Fox points out that showcasing the work of artists who don’t concentrate on achieving commercial success is another way of reconceptualizing the role of art in society.

“To me, that’s what art is and that’s why it’s so important—anybody who expresses their lived experiences, their perspectives, their ideas. You can be an artist and be a construction worker. You can be an artist in almost anything that you do,” she says.

“For me art is all about expressing my perspectives, my experiences, my background, my reality. Having more non-mainstream examples of that just contributes to a broader understanding of the world.”

The challenge of emerging art

For emerging artists like Baker and Chan, the barriers to working as an artist in a world where artistic success is often defined not only in male-centric but also in commercial terms, can be daunting. Challenging those norms through exhibits like this one is important, says Chan.

“As an emerging artist, you do need that support. It’s hard. I’m not really that interested in commercial work but to get into a gallery you need a body of exhibited work, so for somebody starting it’s cool to have a space to show that creativity that’s not so structured and rigid. I think that’s important. I feel like it will also inspire more people, motivate more people, to make and create without just having to do it at home.”

 For me art is all about expressing my perspectives, my experiences, my background, my reality. Having more non-mainstream examples of that just contributes to a broader understanding of the world. — Alexandra Fox

Baker has also experienced the challenges of emerging as a professional artist, particularly in Newfoundland and Labrador.

“It’s pretty hard. There’s professional artists who are making a living, but…there’s just not many venues happening all the time to show your work, so you have to kind of branch out and look across Canada,” she says.

“I think that in Newfoundland there’s a lot of money that goes toward crafts, and supporting crafts over visual arts.”

Baker also appreciates the challenge to standard curating practices that Feminisms {Re}Framed provokes.
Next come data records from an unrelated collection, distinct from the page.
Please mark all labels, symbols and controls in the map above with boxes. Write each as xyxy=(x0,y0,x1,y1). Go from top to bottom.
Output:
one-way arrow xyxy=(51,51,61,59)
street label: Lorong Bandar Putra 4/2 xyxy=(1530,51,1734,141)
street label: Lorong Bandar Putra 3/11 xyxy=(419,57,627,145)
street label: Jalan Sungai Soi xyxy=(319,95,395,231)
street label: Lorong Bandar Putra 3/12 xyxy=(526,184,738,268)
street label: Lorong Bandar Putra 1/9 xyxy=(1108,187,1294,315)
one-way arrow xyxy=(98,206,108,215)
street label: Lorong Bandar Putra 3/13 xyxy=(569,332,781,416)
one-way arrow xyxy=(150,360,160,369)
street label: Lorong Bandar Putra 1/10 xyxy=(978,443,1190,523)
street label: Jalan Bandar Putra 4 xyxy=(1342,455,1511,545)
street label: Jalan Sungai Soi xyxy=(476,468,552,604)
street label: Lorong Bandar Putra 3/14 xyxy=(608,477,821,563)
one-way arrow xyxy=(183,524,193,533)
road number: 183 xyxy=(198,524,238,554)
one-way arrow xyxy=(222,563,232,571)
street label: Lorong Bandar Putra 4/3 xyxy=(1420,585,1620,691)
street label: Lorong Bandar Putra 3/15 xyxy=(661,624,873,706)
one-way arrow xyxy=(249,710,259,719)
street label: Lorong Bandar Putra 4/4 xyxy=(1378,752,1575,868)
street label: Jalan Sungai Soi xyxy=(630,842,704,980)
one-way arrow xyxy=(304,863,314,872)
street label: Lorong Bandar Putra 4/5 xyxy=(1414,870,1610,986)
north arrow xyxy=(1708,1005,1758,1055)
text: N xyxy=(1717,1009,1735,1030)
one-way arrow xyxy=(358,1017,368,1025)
“It’s giving a voice to everybody, that the public wouldn’t otherwise access,” she says. “Everybody has their own unique voice, and even if they don’t want to exhibit all of the time, if they want to exhibit once or twice in their life, they’re going to bring a unique vision that people can learn from. That’s what it’s all about. Art is about sharing.”

Sharing, and inspiring others to make and create, is exactly what the organizers of Feminisms {Re}Framed are hoping the show will inspire. They’re already talking of future shows, and about how to spread this type of movement beyond St. John’s.

“Having it spread across the province would be amazing,” says Fox. “But one of the amazing potential outcomes is just having so many like-minded people who appreciate this stuff in the same room. There’s going to be conversations in the room, ideas and meetups and groups and projects that will come out of the networking that will happen.”

“But it’s also about feminism,” White interjects. The organizers nod emphatically in unison.

They, and their team of volunteers, have a lot of work to do—the show is in less than two days and they’re surrounded by stacks of artwork, bubble-wrap, packing crates and all the other chaos and detritus from which art exhibits are born—but what’s most palpable is the spirit of excitement and change that hovers in the air. They’re not sure whether this is the first feminist art show the city has ever had, but it’s certainly one the city has been waiting for.

“This is a good time for a lot of good things that maybe we haven’t done before, and maybe we need to,” says White.